Stored data
--------

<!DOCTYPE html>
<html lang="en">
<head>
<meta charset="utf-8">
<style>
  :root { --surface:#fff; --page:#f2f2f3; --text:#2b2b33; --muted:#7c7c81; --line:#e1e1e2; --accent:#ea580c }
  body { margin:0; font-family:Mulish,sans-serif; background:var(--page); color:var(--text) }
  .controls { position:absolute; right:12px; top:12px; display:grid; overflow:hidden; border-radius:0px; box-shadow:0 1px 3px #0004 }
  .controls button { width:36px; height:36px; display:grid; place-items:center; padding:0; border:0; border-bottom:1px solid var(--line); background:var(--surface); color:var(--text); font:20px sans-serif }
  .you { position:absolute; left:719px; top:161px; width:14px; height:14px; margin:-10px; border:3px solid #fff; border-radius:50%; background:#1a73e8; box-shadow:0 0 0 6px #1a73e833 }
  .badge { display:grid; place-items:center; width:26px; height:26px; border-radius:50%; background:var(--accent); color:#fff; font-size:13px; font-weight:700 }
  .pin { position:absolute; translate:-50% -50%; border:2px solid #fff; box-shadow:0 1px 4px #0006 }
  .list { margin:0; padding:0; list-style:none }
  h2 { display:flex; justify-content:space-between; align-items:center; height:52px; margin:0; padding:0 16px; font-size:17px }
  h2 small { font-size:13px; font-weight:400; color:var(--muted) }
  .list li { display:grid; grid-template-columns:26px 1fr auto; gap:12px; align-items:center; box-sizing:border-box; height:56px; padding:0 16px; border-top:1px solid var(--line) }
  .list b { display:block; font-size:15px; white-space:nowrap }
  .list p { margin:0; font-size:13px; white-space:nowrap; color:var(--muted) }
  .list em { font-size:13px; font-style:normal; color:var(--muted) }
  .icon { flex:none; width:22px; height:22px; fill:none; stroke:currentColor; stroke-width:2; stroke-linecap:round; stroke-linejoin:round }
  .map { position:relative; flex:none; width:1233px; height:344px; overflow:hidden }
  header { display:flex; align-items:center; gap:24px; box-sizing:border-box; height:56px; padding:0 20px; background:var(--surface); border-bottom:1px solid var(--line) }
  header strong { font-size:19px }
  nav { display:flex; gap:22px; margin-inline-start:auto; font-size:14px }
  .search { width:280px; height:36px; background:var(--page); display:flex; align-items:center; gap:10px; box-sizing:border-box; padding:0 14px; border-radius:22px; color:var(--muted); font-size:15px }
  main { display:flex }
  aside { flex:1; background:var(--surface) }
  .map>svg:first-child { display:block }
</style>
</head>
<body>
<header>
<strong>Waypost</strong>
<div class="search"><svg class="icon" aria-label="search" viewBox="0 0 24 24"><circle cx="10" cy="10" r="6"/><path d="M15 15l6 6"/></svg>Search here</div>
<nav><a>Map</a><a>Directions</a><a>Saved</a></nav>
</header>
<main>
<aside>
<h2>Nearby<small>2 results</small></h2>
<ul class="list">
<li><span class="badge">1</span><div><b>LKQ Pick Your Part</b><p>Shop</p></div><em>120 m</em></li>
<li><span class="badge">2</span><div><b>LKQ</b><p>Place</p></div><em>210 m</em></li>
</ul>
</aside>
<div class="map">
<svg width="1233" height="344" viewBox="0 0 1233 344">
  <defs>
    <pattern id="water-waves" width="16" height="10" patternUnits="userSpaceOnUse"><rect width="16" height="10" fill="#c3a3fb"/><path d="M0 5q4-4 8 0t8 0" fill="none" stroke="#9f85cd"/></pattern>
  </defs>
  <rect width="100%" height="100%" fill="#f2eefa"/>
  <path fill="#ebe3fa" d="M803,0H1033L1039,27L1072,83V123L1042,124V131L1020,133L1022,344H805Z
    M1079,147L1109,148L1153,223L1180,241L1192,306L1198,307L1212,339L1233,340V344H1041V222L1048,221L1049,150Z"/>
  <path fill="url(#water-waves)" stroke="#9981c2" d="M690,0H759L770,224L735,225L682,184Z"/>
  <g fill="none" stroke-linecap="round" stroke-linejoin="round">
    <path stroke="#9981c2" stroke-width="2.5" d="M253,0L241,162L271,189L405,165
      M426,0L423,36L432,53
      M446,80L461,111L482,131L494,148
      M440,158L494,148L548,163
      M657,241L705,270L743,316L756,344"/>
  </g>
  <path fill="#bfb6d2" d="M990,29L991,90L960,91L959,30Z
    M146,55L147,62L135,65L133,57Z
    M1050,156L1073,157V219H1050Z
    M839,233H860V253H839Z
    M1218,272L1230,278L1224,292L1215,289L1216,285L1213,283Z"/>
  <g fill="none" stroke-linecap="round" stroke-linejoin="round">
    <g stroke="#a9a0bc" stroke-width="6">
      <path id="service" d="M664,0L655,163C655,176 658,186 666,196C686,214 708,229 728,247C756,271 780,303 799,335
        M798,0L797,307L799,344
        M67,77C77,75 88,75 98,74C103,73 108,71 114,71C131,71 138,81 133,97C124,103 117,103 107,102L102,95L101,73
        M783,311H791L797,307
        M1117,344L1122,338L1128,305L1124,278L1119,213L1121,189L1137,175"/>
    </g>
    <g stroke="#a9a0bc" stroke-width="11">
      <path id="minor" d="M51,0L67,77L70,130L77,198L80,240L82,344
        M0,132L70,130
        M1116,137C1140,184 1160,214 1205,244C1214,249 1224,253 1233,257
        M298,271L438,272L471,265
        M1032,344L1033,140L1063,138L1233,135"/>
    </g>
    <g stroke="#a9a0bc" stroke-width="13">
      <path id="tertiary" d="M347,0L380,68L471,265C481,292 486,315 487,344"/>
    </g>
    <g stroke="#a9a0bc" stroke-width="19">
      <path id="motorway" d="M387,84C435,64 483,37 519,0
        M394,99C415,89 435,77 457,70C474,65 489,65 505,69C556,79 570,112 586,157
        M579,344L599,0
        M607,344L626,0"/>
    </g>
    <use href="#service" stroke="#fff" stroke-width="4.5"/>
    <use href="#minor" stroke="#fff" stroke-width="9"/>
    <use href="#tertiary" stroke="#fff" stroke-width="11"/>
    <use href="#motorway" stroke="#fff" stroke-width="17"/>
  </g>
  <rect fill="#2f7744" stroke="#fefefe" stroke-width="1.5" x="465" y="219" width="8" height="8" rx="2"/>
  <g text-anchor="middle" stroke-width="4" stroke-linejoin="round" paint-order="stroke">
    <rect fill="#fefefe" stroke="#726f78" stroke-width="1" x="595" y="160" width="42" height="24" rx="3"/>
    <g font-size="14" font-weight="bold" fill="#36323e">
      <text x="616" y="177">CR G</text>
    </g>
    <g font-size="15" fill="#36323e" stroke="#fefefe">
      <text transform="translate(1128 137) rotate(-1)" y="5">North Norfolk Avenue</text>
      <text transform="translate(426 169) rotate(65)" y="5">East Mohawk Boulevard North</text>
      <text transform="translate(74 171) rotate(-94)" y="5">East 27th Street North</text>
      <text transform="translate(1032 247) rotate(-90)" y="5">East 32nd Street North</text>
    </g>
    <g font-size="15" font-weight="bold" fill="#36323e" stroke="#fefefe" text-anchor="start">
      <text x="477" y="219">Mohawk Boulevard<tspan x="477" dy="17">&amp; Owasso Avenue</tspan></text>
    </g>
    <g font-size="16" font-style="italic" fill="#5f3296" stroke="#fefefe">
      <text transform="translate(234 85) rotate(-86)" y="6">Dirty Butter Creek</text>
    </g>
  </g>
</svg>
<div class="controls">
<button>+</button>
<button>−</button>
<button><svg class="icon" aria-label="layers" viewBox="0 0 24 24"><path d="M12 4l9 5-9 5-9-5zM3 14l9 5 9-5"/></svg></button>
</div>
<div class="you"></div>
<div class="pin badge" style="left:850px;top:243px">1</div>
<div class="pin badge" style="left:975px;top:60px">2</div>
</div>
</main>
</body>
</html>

--------

• Your goal: Going through the records above, count the lines that include the word "serif". Give the number alone.

• Exercise output: 2